[[ Data supplied, beginning ]]

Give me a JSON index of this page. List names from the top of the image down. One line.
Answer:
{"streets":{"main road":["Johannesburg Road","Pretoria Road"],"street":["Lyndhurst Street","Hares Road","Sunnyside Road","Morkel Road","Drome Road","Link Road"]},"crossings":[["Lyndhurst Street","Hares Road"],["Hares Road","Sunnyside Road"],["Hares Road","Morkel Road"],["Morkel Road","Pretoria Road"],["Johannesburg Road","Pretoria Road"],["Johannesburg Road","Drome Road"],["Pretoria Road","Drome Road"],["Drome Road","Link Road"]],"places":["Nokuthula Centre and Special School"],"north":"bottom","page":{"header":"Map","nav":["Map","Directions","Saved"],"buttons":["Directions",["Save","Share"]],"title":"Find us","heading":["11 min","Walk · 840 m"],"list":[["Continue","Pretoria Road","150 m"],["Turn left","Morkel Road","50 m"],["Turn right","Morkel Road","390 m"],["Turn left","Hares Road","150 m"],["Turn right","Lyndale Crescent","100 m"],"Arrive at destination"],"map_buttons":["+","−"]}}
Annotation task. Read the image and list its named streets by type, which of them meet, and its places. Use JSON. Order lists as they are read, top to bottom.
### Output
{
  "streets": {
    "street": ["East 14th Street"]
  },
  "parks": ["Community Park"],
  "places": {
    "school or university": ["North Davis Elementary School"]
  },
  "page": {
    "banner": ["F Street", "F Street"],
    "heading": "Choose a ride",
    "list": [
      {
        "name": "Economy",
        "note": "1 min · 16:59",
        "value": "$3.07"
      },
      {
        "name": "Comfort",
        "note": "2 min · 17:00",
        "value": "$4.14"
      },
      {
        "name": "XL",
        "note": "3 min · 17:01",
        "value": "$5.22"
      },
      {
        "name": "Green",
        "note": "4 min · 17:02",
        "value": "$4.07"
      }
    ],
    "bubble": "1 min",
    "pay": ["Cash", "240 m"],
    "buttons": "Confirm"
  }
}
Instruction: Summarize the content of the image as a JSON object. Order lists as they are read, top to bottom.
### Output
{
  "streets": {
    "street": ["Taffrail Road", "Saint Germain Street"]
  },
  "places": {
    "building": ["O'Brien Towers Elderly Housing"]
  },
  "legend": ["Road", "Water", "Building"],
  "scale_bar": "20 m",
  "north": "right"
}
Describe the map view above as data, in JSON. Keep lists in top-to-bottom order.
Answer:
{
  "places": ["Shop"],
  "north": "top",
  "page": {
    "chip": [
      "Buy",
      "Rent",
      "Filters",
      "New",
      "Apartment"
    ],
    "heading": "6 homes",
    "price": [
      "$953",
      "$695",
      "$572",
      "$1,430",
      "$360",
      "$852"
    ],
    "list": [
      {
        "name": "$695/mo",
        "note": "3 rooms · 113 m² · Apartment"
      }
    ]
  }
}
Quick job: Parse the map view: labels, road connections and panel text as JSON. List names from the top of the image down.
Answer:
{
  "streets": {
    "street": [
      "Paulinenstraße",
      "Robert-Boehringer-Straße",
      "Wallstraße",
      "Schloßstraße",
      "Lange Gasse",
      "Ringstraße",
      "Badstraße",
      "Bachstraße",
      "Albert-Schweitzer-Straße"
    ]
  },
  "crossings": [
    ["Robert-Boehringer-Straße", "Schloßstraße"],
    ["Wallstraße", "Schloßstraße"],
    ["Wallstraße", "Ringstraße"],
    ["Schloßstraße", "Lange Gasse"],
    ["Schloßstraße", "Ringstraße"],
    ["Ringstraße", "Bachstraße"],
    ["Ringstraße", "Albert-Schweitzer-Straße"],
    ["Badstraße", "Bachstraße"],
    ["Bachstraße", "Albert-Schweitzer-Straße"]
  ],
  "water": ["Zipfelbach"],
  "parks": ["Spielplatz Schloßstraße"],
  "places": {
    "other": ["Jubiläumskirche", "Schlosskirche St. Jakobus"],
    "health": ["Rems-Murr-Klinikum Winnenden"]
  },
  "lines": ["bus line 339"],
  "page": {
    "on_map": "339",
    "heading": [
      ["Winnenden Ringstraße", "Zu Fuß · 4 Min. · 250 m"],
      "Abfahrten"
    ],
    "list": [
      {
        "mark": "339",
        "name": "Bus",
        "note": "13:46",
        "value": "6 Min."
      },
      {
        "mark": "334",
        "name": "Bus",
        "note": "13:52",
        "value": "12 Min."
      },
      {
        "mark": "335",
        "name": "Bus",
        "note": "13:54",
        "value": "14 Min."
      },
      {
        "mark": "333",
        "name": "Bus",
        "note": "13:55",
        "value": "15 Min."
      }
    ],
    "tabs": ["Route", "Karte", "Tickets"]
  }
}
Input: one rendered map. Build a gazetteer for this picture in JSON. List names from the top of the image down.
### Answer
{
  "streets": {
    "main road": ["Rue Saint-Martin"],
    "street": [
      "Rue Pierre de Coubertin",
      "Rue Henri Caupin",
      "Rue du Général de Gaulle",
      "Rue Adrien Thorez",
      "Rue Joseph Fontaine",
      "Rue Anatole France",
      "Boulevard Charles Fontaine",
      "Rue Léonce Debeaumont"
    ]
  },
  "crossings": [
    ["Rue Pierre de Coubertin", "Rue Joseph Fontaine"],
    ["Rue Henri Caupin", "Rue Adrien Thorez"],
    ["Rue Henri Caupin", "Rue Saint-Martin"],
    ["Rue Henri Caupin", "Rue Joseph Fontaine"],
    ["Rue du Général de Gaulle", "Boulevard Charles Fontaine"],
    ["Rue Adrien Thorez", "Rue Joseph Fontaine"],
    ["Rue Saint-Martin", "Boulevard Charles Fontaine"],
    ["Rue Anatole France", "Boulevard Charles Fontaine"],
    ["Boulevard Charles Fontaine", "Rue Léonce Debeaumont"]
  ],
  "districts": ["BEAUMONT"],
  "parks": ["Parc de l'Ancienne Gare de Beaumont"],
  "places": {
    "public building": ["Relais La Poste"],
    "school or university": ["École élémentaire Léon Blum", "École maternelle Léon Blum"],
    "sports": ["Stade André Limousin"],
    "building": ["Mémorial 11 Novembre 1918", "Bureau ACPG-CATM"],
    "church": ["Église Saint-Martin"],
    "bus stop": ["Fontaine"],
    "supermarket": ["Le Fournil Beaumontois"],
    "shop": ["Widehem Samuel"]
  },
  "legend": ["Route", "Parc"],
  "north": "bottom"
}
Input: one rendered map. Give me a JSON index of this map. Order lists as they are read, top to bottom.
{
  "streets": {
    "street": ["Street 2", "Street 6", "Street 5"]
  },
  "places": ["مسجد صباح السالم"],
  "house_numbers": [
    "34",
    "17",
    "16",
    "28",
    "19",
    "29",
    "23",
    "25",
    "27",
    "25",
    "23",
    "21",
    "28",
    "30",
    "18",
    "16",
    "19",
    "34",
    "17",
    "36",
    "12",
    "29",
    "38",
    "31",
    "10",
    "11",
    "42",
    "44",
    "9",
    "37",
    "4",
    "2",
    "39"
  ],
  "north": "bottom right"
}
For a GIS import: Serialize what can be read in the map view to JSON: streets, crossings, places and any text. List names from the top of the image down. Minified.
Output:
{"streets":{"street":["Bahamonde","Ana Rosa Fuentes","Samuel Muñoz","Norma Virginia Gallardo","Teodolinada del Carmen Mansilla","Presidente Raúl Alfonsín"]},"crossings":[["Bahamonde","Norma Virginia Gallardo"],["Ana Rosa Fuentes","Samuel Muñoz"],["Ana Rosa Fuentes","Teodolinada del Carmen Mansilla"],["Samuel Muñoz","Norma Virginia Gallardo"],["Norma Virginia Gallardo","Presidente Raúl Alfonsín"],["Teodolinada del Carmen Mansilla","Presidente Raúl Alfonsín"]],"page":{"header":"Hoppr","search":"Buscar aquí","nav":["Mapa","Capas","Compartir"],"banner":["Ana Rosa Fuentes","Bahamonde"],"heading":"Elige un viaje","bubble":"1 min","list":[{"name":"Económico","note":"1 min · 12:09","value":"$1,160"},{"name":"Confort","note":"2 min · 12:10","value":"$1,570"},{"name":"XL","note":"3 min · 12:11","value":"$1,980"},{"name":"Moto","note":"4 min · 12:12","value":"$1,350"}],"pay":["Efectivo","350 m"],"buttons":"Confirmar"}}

[[ Data supplied, end ]]

**Exercise directions**
Check every line of the data above for the string "Coubertin", and copy those that have it.

**Response for this exercise**
      "Rue Pierre de Coubertin",
    ["Rue Pierre de Coubertin", "Rue Joseph Fontaine"],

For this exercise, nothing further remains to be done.